--- START ---

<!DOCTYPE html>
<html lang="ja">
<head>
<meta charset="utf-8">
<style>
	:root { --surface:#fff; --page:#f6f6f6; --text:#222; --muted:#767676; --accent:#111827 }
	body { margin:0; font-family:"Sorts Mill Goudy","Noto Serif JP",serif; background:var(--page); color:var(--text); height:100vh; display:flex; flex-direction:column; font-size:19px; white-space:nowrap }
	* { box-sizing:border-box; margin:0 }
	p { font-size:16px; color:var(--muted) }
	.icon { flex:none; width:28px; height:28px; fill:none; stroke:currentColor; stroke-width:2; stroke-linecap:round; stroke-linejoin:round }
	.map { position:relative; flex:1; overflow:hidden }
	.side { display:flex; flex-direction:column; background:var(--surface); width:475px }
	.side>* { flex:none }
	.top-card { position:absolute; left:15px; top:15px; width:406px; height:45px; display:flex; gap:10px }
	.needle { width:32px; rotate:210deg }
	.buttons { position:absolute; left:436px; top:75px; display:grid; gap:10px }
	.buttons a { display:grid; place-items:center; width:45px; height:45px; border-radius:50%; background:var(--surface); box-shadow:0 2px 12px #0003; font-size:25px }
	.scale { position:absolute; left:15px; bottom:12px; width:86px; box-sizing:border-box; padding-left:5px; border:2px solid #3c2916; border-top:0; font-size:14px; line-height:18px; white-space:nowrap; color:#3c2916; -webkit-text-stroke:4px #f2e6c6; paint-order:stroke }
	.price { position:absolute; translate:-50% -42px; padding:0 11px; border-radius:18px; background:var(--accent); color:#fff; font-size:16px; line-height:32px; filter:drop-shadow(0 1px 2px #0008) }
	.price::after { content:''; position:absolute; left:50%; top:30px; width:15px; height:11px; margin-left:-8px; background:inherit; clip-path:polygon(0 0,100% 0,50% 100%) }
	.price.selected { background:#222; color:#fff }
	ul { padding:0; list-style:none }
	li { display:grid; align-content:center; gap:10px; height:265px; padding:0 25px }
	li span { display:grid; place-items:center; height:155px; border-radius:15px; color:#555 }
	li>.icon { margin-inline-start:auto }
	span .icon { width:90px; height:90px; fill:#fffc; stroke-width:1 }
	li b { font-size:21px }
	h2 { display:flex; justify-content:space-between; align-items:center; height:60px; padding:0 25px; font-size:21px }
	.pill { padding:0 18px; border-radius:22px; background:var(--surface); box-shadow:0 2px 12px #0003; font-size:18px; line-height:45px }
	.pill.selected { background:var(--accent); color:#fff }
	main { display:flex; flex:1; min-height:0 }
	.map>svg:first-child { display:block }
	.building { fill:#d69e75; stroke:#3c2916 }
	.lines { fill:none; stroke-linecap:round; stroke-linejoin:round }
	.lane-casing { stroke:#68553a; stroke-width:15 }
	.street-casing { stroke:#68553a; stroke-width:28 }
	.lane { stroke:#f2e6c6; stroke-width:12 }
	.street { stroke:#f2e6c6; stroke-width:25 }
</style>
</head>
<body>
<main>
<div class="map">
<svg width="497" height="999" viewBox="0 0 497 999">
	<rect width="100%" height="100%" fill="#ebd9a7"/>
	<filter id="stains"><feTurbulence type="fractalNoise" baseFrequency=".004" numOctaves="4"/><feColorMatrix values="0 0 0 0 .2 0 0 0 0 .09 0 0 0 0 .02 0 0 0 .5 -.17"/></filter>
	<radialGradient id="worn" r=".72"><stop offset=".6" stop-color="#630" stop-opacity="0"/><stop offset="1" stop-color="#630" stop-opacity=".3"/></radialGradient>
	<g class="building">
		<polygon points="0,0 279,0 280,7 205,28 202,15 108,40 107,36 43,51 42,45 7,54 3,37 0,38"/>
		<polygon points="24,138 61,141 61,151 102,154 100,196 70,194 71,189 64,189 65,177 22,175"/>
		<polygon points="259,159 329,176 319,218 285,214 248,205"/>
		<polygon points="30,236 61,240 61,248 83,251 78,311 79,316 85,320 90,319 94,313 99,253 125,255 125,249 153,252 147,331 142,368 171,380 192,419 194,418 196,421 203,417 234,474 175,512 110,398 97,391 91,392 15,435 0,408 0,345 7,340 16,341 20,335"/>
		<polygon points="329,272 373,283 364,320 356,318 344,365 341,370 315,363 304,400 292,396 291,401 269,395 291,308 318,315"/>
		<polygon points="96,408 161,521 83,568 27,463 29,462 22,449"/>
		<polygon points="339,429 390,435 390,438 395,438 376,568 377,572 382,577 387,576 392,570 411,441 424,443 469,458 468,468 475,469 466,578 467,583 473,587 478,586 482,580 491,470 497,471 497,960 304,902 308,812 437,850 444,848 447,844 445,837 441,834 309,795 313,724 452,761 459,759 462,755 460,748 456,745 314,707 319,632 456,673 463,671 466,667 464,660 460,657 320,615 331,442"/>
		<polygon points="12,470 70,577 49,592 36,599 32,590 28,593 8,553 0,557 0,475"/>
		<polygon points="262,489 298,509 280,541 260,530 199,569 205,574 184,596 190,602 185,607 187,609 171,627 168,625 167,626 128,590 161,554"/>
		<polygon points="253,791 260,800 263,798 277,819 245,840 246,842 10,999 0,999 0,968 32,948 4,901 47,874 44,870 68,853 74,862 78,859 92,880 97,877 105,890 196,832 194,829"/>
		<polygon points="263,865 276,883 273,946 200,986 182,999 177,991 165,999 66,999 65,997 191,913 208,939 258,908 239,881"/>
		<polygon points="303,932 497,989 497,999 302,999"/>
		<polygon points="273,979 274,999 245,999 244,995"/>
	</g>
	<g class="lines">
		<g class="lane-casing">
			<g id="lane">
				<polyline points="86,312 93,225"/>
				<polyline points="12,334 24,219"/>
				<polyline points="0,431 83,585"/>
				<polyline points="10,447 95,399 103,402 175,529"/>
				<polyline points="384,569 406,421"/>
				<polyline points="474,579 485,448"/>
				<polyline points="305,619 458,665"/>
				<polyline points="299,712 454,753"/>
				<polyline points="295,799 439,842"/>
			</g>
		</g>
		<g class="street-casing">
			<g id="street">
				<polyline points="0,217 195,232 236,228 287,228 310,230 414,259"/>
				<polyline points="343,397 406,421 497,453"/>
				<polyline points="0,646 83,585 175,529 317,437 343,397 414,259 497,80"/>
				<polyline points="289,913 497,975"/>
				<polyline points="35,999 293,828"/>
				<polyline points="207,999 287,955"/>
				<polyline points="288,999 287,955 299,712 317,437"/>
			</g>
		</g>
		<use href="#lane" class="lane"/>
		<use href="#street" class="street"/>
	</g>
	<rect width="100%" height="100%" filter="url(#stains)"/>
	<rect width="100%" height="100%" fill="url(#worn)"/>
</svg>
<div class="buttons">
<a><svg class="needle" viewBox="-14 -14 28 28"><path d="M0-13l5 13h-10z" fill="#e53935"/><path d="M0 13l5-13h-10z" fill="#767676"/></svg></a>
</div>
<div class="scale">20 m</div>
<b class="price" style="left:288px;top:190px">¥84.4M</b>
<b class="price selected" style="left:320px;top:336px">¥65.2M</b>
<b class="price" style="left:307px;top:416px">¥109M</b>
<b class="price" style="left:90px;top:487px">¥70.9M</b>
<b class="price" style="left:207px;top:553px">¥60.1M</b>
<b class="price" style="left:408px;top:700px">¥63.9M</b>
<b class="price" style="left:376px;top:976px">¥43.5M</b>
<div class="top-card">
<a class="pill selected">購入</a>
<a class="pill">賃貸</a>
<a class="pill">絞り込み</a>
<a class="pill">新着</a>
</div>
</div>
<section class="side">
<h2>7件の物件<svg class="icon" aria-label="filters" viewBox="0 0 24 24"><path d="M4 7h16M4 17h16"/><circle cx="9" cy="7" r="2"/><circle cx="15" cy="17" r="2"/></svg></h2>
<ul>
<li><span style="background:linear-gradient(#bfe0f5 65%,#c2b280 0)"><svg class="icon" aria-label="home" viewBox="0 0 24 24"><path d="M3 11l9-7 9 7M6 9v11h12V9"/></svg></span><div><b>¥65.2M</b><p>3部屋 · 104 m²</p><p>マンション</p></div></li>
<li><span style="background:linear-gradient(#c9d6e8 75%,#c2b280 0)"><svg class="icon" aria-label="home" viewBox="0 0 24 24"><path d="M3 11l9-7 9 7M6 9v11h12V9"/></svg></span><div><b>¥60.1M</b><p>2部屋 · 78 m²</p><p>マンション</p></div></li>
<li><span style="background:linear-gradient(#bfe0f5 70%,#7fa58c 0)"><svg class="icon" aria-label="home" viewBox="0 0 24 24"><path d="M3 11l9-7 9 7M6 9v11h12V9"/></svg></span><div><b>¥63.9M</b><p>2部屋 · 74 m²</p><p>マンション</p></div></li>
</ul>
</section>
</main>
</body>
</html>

--- END ---

PROBLEM STATEMENT: Scan the records above, then copy out each line that mentions "worn".

RESPONSE TO THE EXERCISE:
	<radialGradient id="worn" r=".72"><stop offset=".6" stop-color="#630" stop-opacity="0"/><stop offset="1" stop-color="#630" stop-opacity=".3"/></radialGradient>
	<rect width="100%" height="100%" fill="url(#worn)"/>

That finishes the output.